About this task: Your answer should consist of each line below that contains the string "Keep".

Stored data entries:
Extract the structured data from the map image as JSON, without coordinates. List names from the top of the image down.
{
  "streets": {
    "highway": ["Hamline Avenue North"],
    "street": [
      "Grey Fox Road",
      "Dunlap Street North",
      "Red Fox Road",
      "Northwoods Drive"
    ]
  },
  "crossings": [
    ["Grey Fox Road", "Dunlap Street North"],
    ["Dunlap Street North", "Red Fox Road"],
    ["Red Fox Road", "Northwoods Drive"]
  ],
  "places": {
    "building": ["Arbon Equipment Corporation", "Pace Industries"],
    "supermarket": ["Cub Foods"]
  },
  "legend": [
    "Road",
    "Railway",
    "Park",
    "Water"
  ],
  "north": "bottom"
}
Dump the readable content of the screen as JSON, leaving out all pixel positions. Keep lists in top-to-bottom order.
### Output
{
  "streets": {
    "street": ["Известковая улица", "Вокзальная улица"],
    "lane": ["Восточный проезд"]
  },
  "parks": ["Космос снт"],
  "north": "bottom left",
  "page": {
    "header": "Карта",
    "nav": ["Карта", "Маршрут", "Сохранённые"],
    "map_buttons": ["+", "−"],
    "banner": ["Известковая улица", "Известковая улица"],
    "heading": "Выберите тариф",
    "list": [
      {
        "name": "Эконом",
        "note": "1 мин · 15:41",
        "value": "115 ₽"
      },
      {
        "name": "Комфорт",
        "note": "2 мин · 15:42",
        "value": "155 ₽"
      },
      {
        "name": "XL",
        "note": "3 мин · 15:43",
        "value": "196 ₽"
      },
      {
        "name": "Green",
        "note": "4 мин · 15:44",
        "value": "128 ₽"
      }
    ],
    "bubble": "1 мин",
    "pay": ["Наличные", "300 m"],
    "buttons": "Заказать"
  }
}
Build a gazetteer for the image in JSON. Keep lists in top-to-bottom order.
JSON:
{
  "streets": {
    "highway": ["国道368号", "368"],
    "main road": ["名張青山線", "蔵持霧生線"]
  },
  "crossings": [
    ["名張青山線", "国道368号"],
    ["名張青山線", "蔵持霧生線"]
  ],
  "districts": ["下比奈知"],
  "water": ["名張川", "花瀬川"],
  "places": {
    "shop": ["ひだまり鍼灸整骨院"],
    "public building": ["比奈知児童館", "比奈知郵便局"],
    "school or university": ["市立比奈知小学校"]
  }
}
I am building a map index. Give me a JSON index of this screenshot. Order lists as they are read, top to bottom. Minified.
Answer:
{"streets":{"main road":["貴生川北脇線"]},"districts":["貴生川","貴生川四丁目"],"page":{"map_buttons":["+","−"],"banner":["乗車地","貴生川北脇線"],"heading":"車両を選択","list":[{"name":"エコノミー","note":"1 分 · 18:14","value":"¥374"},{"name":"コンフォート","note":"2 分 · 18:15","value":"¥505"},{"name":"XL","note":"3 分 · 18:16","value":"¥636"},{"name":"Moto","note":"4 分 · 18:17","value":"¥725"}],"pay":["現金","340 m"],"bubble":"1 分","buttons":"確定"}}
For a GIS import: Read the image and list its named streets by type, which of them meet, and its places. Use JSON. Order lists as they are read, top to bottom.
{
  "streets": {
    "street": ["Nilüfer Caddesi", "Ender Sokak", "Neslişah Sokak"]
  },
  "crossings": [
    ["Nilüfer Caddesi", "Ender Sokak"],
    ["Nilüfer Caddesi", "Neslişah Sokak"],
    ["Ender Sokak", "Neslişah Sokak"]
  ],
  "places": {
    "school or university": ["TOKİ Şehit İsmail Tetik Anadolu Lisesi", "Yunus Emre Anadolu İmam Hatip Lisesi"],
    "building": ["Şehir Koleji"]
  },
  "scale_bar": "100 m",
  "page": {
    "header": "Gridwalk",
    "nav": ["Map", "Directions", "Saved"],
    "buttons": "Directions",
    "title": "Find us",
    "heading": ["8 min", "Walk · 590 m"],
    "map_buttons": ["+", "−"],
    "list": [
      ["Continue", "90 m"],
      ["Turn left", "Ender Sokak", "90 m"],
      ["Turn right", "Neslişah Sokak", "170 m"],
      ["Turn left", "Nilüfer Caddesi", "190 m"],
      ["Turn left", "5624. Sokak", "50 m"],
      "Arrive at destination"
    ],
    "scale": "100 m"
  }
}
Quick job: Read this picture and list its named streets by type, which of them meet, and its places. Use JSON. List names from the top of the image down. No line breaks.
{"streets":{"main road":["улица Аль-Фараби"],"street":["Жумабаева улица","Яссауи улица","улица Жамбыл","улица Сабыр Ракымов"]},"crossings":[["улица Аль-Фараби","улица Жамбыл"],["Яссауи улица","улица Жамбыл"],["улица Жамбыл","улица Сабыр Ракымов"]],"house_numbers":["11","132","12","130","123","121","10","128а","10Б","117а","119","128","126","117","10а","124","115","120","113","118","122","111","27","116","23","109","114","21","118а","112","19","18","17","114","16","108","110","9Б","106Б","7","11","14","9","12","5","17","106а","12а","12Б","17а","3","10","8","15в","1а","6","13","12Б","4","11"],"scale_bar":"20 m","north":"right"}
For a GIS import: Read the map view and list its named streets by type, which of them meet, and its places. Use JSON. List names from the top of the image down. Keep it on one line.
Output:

Answer space:
Dump the readable content of the screen as JSON, leaving out all pixel positions. Keep lists in top-to-bottom order.
Build a gazetteer for the image in JSON. Keep lists in top-to-bottom order.
For a GIS import: Read the map view and list its named streets by type, which of them meet, and its places. Use JSON. List names from the top of the image down. Keep it on one line.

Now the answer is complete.